What is different between field and finite field?

Question

I know maybe my question is off-topic and I'm sorry about that.

I recently fell into group theory and I confused with exact definition of field.

My teacher says:

$Z_{x}$ is a field if and only if $x$ is a prime power such as $p^n$ where $p$ is prime and $n$ is a positive Integer.

according to this sentence we can conclude $Z_{4}$ is a field too, but I believe it shouldn't be a field because it doesn't satisfy the inverse multiplication property.

some websites such as Wikipedia indicates:

The number of elements of a finite field is called its order or, sometimes, its size. A finite field of order $q$ exists if and only if the order $q$ is a prime power $p^k$ (where $p$ is a prime number and $k$ is a positive integer). In a field of order $p^k$, adding $p$ copies of any element always results in zero; that is, the characteristic of the field is $p$.

due to this paragraph $Z_{4}$ should be a finite field while it isn't a field.

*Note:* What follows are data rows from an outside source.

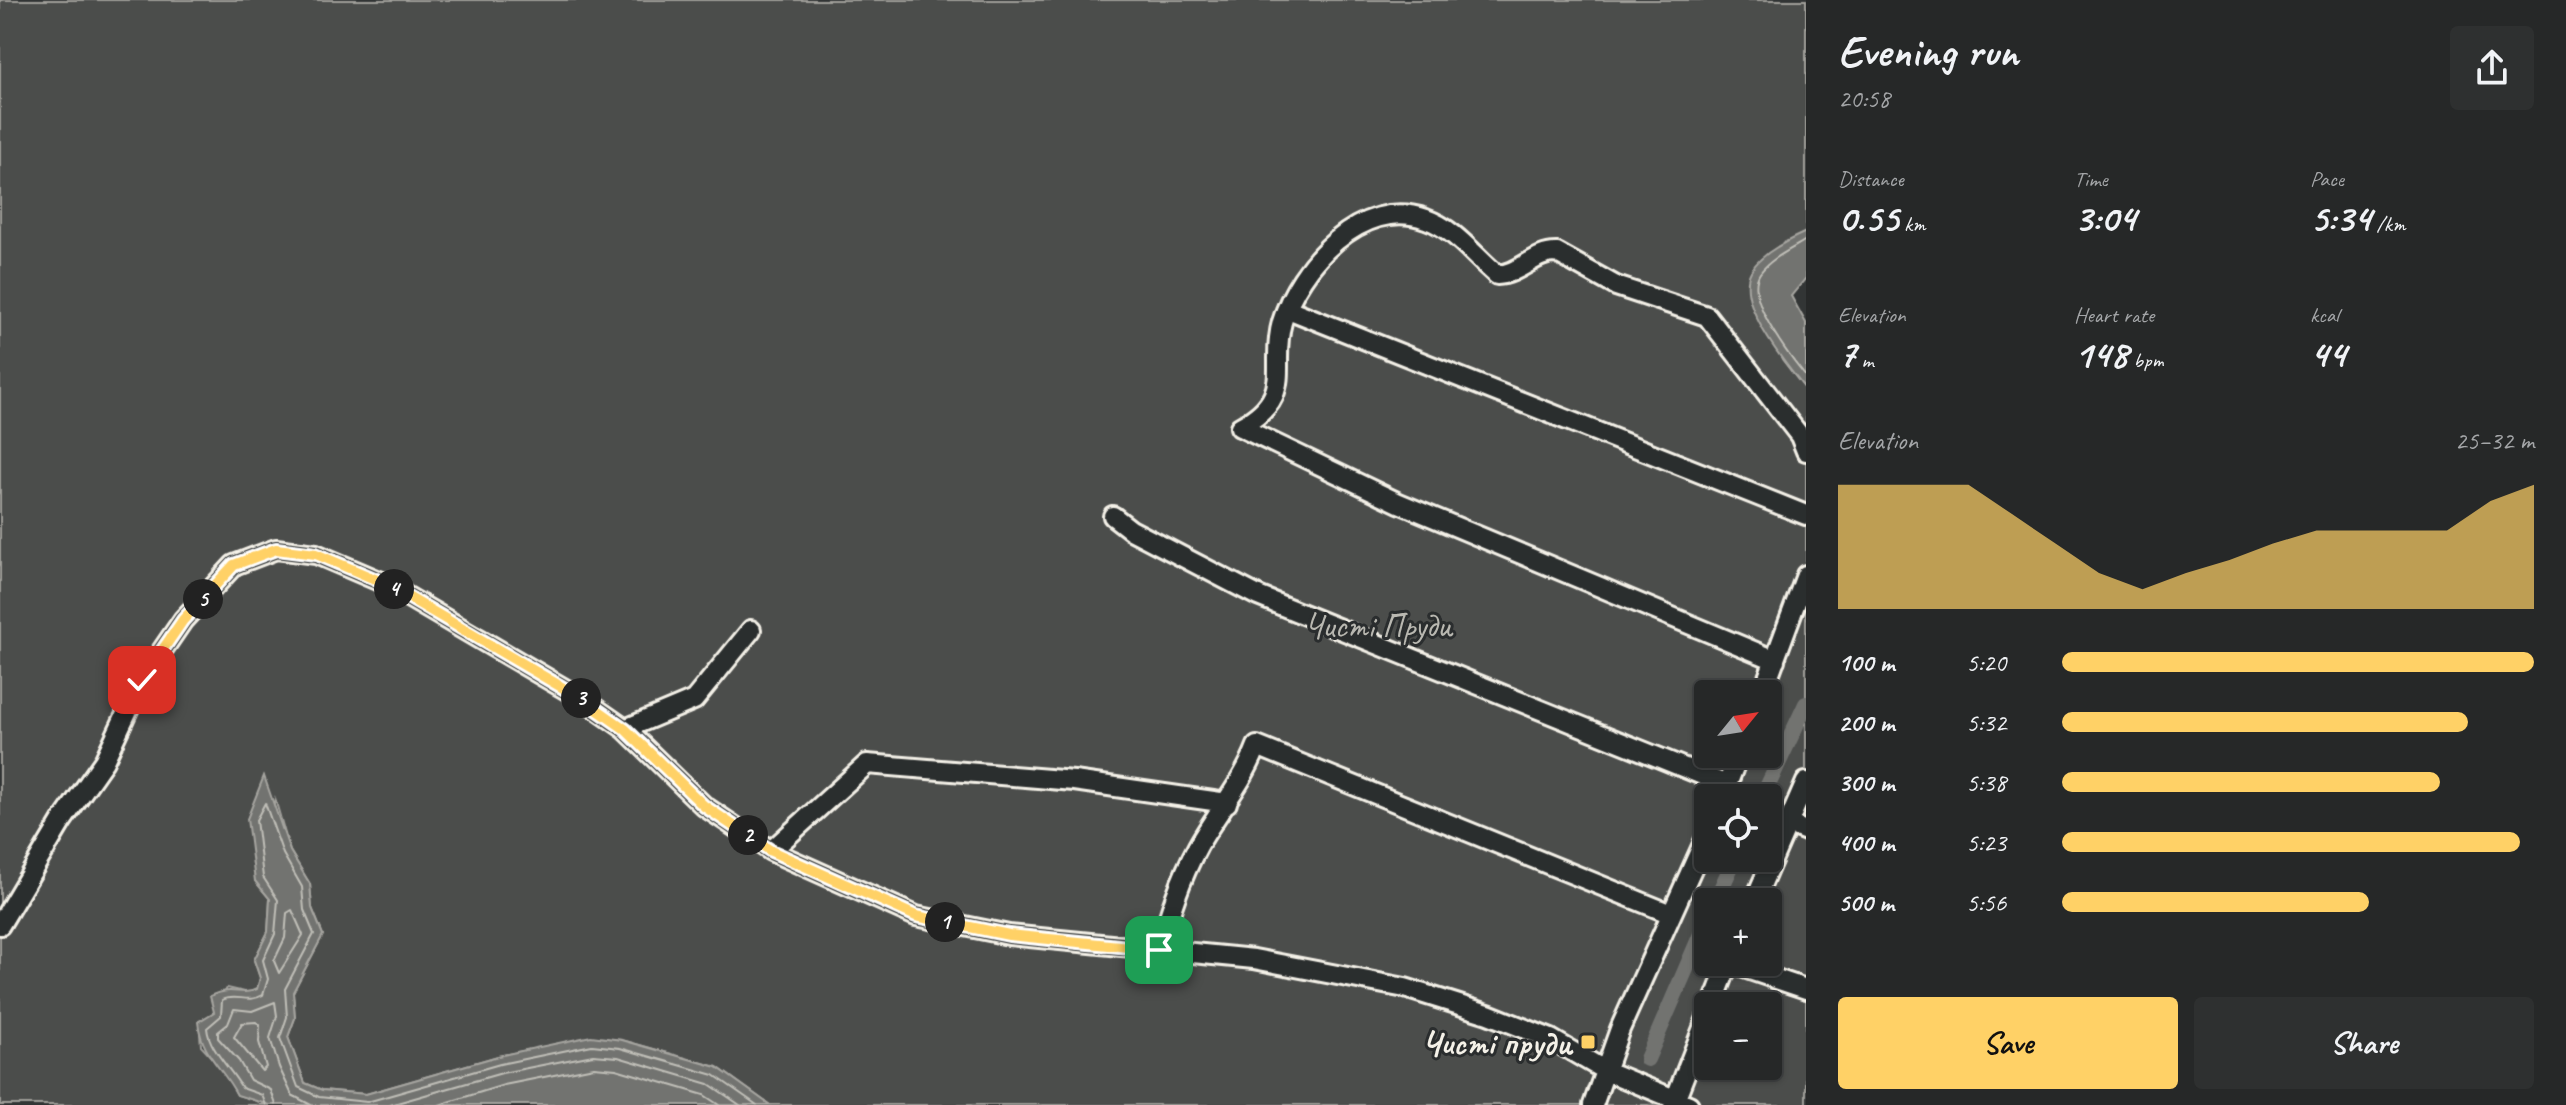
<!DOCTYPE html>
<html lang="en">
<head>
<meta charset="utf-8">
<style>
	body { margin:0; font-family:Caveat,sans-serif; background:#2e3030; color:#f1f3f6; height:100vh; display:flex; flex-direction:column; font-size:30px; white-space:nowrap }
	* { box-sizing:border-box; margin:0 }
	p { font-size:26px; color:#a4a6a8 }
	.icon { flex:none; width:44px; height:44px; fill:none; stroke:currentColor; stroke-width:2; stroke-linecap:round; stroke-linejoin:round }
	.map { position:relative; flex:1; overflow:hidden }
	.sheet { display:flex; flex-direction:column; background:#262828; width:760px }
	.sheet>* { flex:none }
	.needle { width:52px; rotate:60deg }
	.controls { position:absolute; left:1694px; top:680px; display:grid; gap:16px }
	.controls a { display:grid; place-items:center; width:88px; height:88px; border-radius:8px; background:#262828; box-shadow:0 2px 6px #0004,0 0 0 2px #424445; font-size:40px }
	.pin { position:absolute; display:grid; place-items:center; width:68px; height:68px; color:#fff; margin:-34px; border-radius:16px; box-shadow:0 4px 12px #0006 }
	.km { position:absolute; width:40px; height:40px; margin:-20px; border-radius:50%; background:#222; color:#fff; font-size:22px; line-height:40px; text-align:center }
	.round { display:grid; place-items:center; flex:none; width:84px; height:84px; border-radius:8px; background:#2e3030 }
	.summary { display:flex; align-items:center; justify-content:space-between; height:136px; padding:0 32px }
	h1 { font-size:44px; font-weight:700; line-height:60px }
	.metrics { display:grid; grid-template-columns:repeat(3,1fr); gap:12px; height:136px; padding:8px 32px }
	.metrics div { display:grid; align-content:center }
	.metrics b { font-size:40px; font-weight:700 }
	.metrics small { font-size:22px; font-weight:400 }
	.metrics p { font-size:22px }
	.chart { height:224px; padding:16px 32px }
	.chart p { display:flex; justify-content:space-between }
	.chart svg { width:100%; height:144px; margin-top:8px; fill:#ffd166; opacity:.7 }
	.button { display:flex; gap:16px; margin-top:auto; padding:16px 32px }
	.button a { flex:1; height:92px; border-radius:8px; background:#ffd166; color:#111; font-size:32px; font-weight:700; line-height:92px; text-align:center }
	.button a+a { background:#2e3030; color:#f1f3f6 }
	ul { padding:0 32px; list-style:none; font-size:26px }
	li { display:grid; grid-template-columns:128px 96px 1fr; align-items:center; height:60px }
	li i { height:20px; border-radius:10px; background:#ffd166 }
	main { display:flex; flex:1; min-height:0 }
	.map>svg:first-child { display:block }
	.green { fill:#4b4d4c; stroke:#a09f9a; stroke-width:2; fill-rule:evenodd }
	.water { fill:#727370; stroke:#a6a5a0; stroke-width:2 }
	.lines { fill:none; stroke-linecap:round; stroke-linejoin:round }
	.shore { stroke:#c0bfb8; stroke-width:2 }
	.canal { stroke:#727370; stroke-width:16 }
	.minor-casing { stroke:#f4f1e8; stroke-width:24 }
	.minor { stroke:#2a2d2e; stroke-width:18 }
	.route-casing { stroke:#fff; stroke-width:16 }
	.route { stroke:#ffd166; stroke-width:10 }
	.poi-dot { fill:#ffd166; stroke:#2a2d2e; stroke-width:3 }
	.labels { text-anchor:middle; stroke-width:6; stroke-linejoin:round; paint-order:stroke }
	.park-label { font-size:34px; fill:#b9b8b1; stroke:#2a2d2e }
	.poi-label { font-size:34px; font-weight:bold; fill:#f4f1e8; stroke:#2a2d2e; text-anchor:end }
</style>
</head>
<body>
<main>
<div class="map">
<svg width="1806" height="1105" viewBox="0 0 1806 1105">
	<rect width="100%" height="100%" fill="#323535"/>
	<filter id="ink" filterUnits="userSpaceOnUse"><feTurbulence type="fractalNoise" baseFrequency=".0125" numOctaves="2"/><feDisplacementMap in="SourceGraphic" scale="16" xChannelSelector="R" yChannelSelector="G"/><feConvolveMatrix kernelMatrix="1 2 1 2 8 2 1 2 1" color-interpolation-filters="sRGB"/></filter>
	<g filter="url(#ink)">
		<path class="green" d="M0,0H1806V232L1769,253L1782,359L1806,390V1105H770L717,1067L622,1040L591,1037L498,1056L366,1094L322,1090L305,1083L288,1037L295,1018L293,992L323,935L312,908L310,884L290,851L275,799L255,881L270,899L268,932L254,960L260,978L257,989L249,993L227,988L214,1013L199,1021L201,1046L224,1071L237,1095L270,1105H0ZM1708,694H1768V754H1708ZM1708,798H1768V858H1708ZM1708,902H1768V962H1708ZM1708,1006H1768V1066H1708Z"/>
		<path class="water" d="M1806,232V278L1791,296L1806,323V390C1787,366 1734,302 1751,271C1761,253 1788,240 1806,232Z
			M264,776L290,851L310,884L312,908L323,935L293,992L295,1018L288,1037L305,1083L322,1090L366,1094L498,1056L591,1036L622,1040L717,1067L770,1105H270L237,1095C221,1065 202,1056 198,1022L214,1012L210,996C234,985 240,997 257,989L260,978L254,960L268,932L270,899L255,881L247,819Z"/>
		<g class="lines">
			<path class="shore" d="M1806,240C1790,250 1771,258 1760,273C1743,298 1790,357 1806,377
				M292,910L303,935L279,973L274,961L285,938L287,913Z
				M256,1022L260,1025L259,1042L266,1067L262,1071L234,1037L242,1023Z
				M266,1105L262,1095L242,1088C231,1068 209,1050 207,1028L221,1016L222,1000C236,993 248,1004 263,995L268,979L263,960L275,934L278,900L263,877L256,820L265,803L283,854L302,887L304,910L314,934L285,989L287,1017L280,1038L298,1087L319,1097L367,1102L500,1064L592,1045L620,1048L714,1075L757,1105
				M276,1105L271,1090L250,1080L239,1061L218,1038V1032L228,1024L234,1009L252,1011L275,1002L277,1016L270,1038L279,1067L292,1095L311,1105
				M390,1105L502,1073L593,1055L618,1057L709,1084L740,1105
				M439,1105L504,1085L594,1067L616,1069L704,1095L719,1105"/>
			<path class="canal" d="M1762,798L1806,704
				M1715,902L1735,858
				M1647,1059L1708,918"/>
			<g class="minor-casing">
				<path id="minor" d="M1288,309L1806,515
					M1240,427C1297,396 1269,367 1282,322C1298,267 1362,195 1426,219C1455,229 1474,256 1497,275C1520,274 1535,252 1557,253L1616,286L1707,316L1800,436L1806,451
					M1240,427L1399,503L1775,660
					M1113,516L1131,530L1258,596L1727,785
					M1762,694L1806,575
					M625,729L694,700L751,630
					M1722,798L1739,754
					M1786,823L1806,831
					M771,851L867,764L1074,781L1227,803
					M1754,902L1806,782
					M0,925L62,821L104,761L142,680L183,620L234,565L276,549L316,554L384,583L582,699L625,729L704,806L771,851L916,916L1009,935L1254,959L1405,988L1488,1014L1551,1039L1604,1070L1689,1105
					M1159,950C1169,915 1180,879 1198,846C1217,812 1243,783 1257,746L1671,914
					M1729,963L1806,989
					M1712,1006L1729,962
					M1593,1105L1620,1029L1708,833
					M1673,1105L1708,1015"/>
			</g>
			<use href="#minor" class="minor"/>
		</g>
	</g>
	<g class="lines" filter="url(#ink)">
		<g class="route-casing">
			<path id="route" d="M142,680L183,620L234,565L276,549L316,554L384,583L582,699L625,729L704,806L771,851L916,916L1009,935L1159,950"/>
		</g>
		<use href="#route" class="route"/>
	</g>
	<rect class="poi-dot" x="1580" y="1034" width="16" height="16" rx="4"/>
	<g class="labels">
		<g class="park-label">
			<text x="1378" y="637">Чисті Пруди</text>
		</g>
		<g class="poi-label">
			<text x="1572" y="1054">Чисті пруди</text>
		</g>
	</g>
</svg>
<div class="controls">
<a><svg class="needle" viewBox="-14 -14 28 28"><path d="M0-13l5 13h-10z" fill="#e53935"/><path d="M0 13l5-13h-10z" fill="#a4a6a8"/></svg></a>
<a><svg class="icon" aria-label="locate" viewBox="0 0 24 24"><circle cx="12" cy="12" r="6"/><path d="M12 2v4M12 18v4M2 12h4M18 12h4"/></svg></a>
<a>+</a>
<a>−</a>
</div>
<div class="pin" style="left:1159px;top:950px;background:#1e9e55"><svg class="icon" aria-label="arrive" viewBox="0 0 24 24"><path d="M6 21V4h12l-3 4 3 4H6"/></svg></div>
<div class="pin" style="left:142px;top:680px;background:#d93025"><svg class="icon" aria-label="check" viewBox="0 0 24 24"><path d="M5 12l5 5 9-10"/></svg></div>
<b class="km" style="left:945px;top:922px">1</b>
<b class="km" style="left:748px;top:835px">2</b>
<b class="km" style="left:581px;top:698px">3</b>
<b class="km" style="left:394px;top:589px">4</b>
<b class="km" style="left:203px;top:599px">5</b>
</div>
<section class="sheet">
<div class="summary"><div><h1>Evening run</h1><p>20:58</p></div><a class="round"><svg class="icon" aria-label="share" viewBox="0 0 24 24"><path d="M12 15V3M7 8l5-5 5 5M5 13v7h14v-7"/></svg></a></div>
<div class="metrics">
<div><p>Distance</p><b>0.55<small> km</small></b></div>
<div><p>Time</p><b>3:04</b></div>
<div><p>Pace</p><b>5:34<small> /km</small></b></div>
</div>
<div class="metrics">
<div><p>Elevation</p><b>7<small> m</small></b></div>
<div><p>Heart rate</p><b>148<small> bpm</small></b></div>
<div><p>kcal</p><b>44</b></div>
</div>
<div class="chart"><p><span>Elevation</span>25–32 m</p>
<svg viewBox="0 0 160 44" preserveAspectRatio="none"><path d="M0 44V6L10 6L20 6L30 6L40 15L50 24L60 33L70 38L80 33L90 29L100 24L110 20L120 20L130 20L140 20L150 11L160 6V44z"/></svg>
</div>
<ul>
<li><b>100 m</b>5:20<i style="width:100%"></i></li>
<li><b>200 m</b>5:32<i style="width:86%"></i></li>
<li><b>300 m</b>5:38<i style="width:80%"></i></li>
<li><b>400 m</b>5:23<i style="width:97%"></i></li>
<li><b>500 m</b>5:56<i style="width:65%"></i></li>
</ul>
<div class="button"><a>Save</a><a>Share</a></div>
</section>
</main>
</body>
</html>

So my question is: Did my teacher make a mistake? Is finite field the same ring? if not then what is different between finite field and ring?

I read almost all related pages in internet to find out the difference between field and finite field but none of them explained exactly and now I'm still confused about it, so I decided to ask here.

Answer 1

A finite field is a field. A field, whether finite or infinite, has no zero divisors. If by $\mathbf{Z}_4$ you mean $\mathbf{Z}/4\mathbf{Z}$, the ring of integers modulo $4$, then you are correct that that ring has zero divisors and is therefore not a field. There is a field with four elements, but it is different from $\mathbf{Z}/4\mathbf{Z}$. With respect to addition, this field looks like $(\mathbf{Z}/2\mathbf{Z})\times(\mathbf{Z}/2\mathbf{Z})$. With respect to multiplication, its structure is more involved; it should be easy to locate sources describing the construction.

Here is a brief summary: in the field $\mathbf{Z}/2\mathbf{Z}$ there is no solution to the equation $x^2+x+1=0$ (since $\mathbf{Z}/2\mathbf{Z}$ has only two elements, $0$ and $1$, and neither solves the equation). We may extend the field $\mathbf{Z}/2\mathbf{Z}$ by including a new element $x$ that solves the equation above, in much the same way as we extend $\mathbf{R}$ by including a solution to $x^2+1=0$. The result is a field with four elements. So elements of the extended field include $0$, $1$, $x$, and $x+1$. You might ask, "what about $x^2$, etc.?" But since $x$ satisfies $x^2+x+1=0$, we can always eliminate $x^2$ and higher powers of $x$. This is analogous to using $i^2=-1$ to eliminate higher powers of $i$ when working with complex numbers. You can verify that the non-zero elements of this new field form a cyclic group of order $3$: $$ 1, x, x^2, x^3, x^4, x^5,\ldots=1, x, x+1, 1, x, x+1, \ldots. $$

Note that finite fields are unique up to isomorphism.

Hope this helps.

Answer 2

If $k$ is a finite field, then the ring homomorphism $$\varphi:\mathbb{Z}\rightarrow k,z\mapsto z\cdot1$$ where $z\cdot 1=\underbrace{1+...+1}_{z}$ for $z$ nonnegative and $z\cdot 1=\underbrace{-1+(-1)...+(-1)}_{-z}$ for $z$ negative, where $\underbrace{1+...+1}_{0}=0$ is the empty sum, must have a non trivial kernel, since otherwise $\varphi$ would be injective and $\mathbb{Z}$ is infinite. Now $\mathbb{Z}$ is a principal ideal domain, and thus the kernel must be of the form $(p)=\{zp:z\in\mathbb{Z}\}$ for some $p\neq 0$ and now it is easy to see that the quotient $\mathbb{Z}_p=\mathbb{Z}/(p)$ is only an integral domain if $p$ is prime itself. Since a subring of a field is an integral domain, the kernel must thus be $(p)$ for a prime $p$, called the characteristic of $k$ and the above quotient is the image of $\mathbb{Z}$ in $k$. Now $k$ is a vectorspace over this subfield, which is also called the prime field , of finite dimension, say $$\dim_{\mathbb{Z}_p}k=n$$ then $k$ has exactly $p^n$ elements.